Yunus Emre, Mevlânâ, Âşık Veysel ve Nâzım Hikmet'i bugünün ezgileriyle buluşturan Türk folk müziğinin "Bayan Yoh Yoh”unun müzikle, tiyatroyla, edebiyatla geçen kırk yılından bir kesit, o gece salonu dolduran yüzlerce hayranına sergilenecekti...

Ankara Devlet Konservatuarı Piyano Bölümü'nü bitirmiş, Maria Callas ve Leyla Gencer'in hocası olan Madam Hidalgo'dan şan dersleri almıştı. Muhsin Ertuğrul'un genel müdür olduğu sırada piyanist olarak girdiği Devlet Tiyatroları'nda onun önerisi ve sınavı ile 12 yıl tiyatro oyunculuğu yapmıştı.
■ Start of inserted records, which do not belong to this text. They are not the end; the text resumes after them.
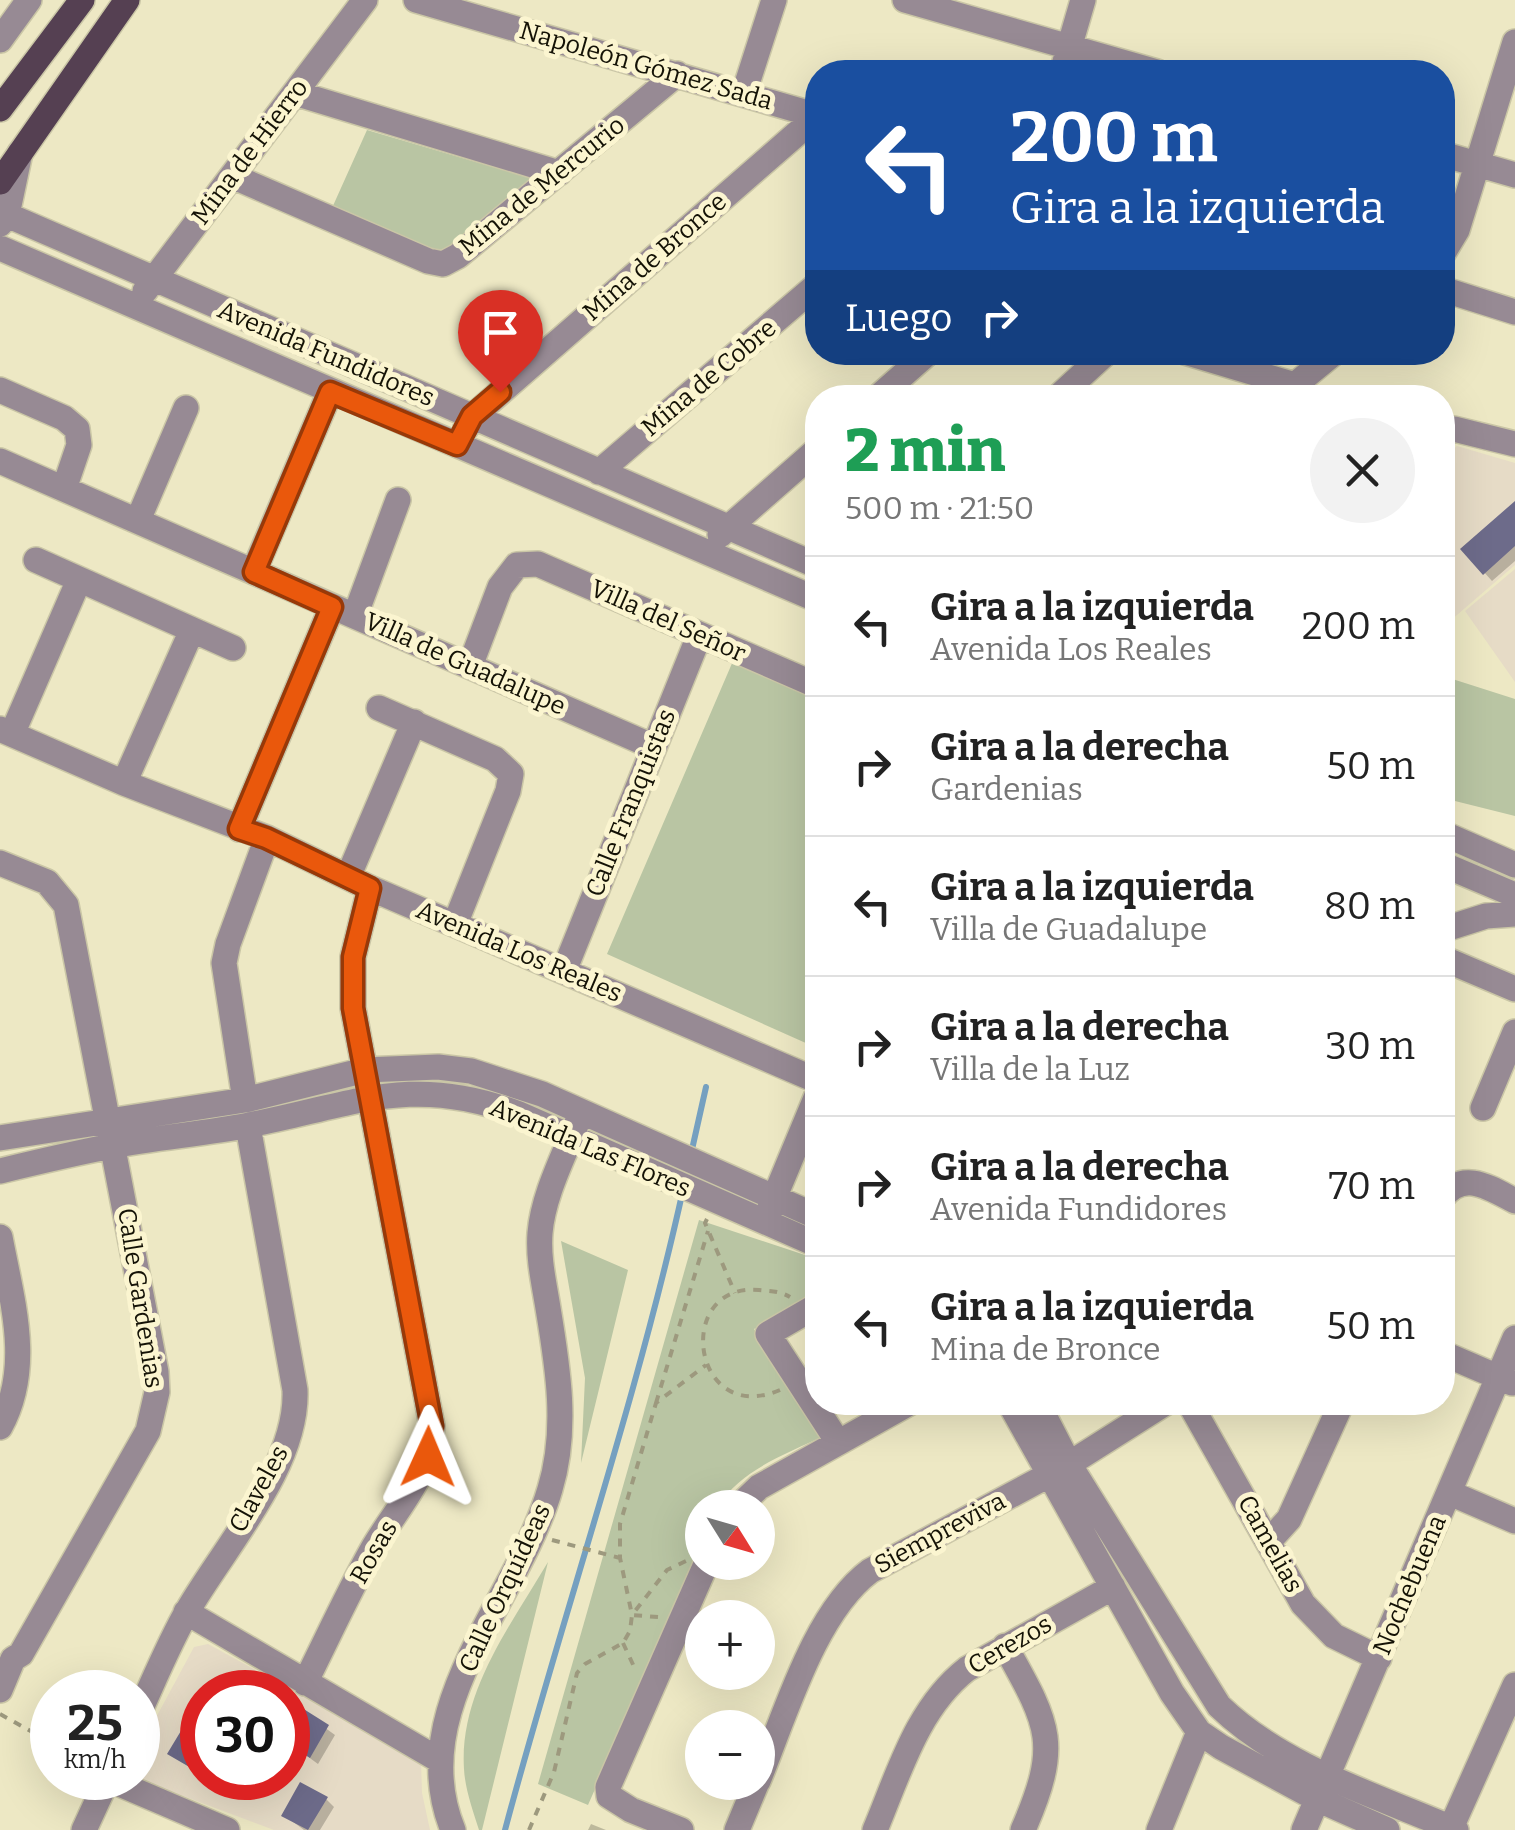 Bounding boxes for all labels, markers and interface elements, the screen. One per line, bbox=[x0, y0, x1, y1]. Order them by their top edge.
street label: Napoleón Gómez Sada bbox=[516, 15, 776, 117]
street label: Mina de Hierro bbox=[186, 73, 314, 231]
text: 200 m bbox=[1010, 96, 1218, 180]
icon: left bbox=[845, 100, 975, 230]
street label: Mina de Mercurio bbox=[453, 110, 631, 262]
text: Gira a la izquierda bbox=[1010, 181, 1385, 235]
street label: Mina de Bronce bbox=[577, 187, 733, 327]
pin bbox=[458, 290, 543, 393]
icon: right bbox=[972, 290, 1027, 345]
street label: Avenida Fundidores bbox=[213, 295, 439, 413]
text: Luego bbox=[845, 295, 952, 341]
icon: arrive bbox=[473, 305, 528, 360]
street label: Mina de Cobre bbox=[636, 313, 782, 443]
text: 2 min bbox=[845, 415, 1005, 487]
button: close bbox=[1310, 418, 1415, 523]
text: 500 m · 21:50 bbox=[845, 489, 1034, 527]
street label: Villa del Señor bbox=[586, 573, 750, 669]
text: Gira a la izquierda bbox=[930, 584, 1254, 630]
icon: left bbox=[845, 599, 900, 654]
text: 200 m bbox=[1302, 603, 1415, 649]
street label: Villa de Guadalupe bbox=[360, 606, 570, 722]
text: Avenida Los Reales bbox=[930, 630, 1212, 668]
street label: Calle Franquistas bbox=[580, 705, 682, 901]
text: Gira a la derecha bbox=[930, 724, 1229, 770]
icon: right bbox=[845, 739, 900, 794]
text: 50 m bbox=[1326, 743, 1415, 789]
text: Gardenias bbox=[930, 770, 1083, 808]
text: Gira a la izquierda bbox=[930, 864, 1254, 910]
icon: left bbox=[845, 879, 900, 934]
text: 80 m bbox=[1324, 883, 1415, 929]
street label: Avenida Los Reales bbox=[412, 895, 626, 1009]
text: Villa de Guadalupe bbox=[930, 910, 1207, 948]
text: Gira a la derecha bbox=[930, 1004, 1229, 1050]
icon: right bbox=[845, 1019, 900, 1074]
text: 30 m bbox=[1325, 1023, 1415, 1069]
text: Villa de la Luz bbox=[930, 1050, 1130, 1088]
street label: Avenida Las Flores bbox=[485, 1092, 695, 1204]
text: Gira a la derecha bbox=[930, 1144, 1229, 1190]
icon: right bbox=[845, 1159, 900, 1214]
text: 70 m bbox=[1328, 1163, 1415, 1209]
text: Avenida Fundidores bbox=[930, 1190, 1227, 1228]
street label: Calle Gardenias bbox=[111, 1206, 169, 1390]
text: Gira a la izquierda bbox=[930, 1284, 1254, 1330]
icon: left bbox=[845, 1299, 900, 1354]
text: 50 m bbox=[1326, 1303, 1415, 1349]
text: Mina de Bronce bbox=[930, 1330, 1160, 1368]
position arrow bbox=[376, 1405, 480, 1509]
street label: Claveles bbox=[223, 1440, 295, 1538]
street label: Siempreviva bbox=[869, 1486, 1011, 1580]
north arrow bbox=[685, 1490, 775, 1580]
map controls bbox=[685, 1490, 775, 1800]
street label: Camelias bbox=[1231, 1490, 1309, 1598]
street label: Calle Orquídeas bbox=[453, 1499, 557, 1677]
street label: Nochebuena bbox=[1367, 1510, 1453, 1659]
street label: Rosas bbox=[344, 1515, 404, 1589]
button: + bbox=[685, 1600, 775, 1690]
street label: Cerezos bbox=[963, 1609, 1057, 1681]
speed limit sign: 30 bbox=[180, 1670, 310, 1800]
text: 25 bbox=[67, 1693, 123, 1753]
button: − bbox=[685, 1710, 775, 1800]
text: km/h bbox=[64, 1745, 126, 1775]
Aynı yıllarda sahneye de çıkıyor, İngilizce, Fransızca şarkılar söylüyordu. Ruhi Su, Kerim Afşar ve İlhan Selçuk sayesinde türküye yönelmişti. Bakın ne diyordu:

"İhsan Sabri Çağlayangil - o dönemin Dışişleri Bakanı - bana diplomatik sanatçı unvanını veren kişidir. Şarkı söylediğimi duyunca sitem etti, çünkü tiyatroyu çok severdi ve beni tiyatrocu olarak benimsemişti. ‘Niye tiyatroyu bıraktın, para için mi yaptın bunu?' diye sordu. Ben de onu konserime davet ettim. Çok hoşuna gitti ve beni parlamenterlerle Macaristan'a gönderdi. İlk çıkışım öyle oldu, sonra gerisi geldi. Böylece ‘diplomatik sanatçı' unvanı aldım ve türkülerimizi yabancılara tanıtmak gibi önemli bir görevim oldu.”

Jacques Brel ile birlikte "Dario Moreno” ödülü sahibiydi. Daha birçok ödülü vardı. Örneğin Romanya Braşov Uluslararası Müzik Festivali'nde "Eleştirmenler Ödülü”, Bulgaristan Uluslararası Altın Orfe Müzik Fesivali'nde üçüncülük ödülü... 

Ustalara Saygı gecesinde o büyük alkışlar arasında sahneye geldiğinde piyanoda Aslıgül Ayas ve perküsyonda Gökhan Avcı ile birlikte adını müzik tarihimize yazdıran sevilen şarkılarından örnekler seslendirmişti.

Evinin alt katı, piyanonun bulunduğu mekân, küçük bir müze gibiydi. Duvarlar konser afişleri ve resimlerle doluydu. Bunlardan birisi, Türkiye İş Bankası Kültür Yayınları arasından çıkan "Yaşamımdan Esin'tiler” isimli kitabının kapağında da yer alıyordu: Ressam Orhan Peker'in çizdiği portresi. Biraz ötede ise Abidin Dino'nun çizdiği asılıydı:

"Onu 1969'da Paris'te tanıdım. Türkiye'ye geldiği bir dönem, bir konserde benim bir eskizimi çizdi. Piyanonun üzerine asmıştım. Güneşten uçtu rengi. Çok üzüldüm. ‘Uçtu' dedim ona. ‘Bana gönder, baştan yaparım' dedi. Sonra ne zaman sorsam ‘ben sana yollamadım mı onu!' diye yanıtlıyordu. Sonunda, ‘ben onu baştan çizeyim' dedi. Fakat saçlarımı uzun çizmişti. O zaman ‘ben uzun saçlı mıydım, aşk olsun!' dedim. O, geri almaya kalktı, ben ‘vermem' dedim. Çekiştirdik. Ve altına ‘anılar yanıltır mı?' yazdı. İlk kitabımın adı da oradan gelir...”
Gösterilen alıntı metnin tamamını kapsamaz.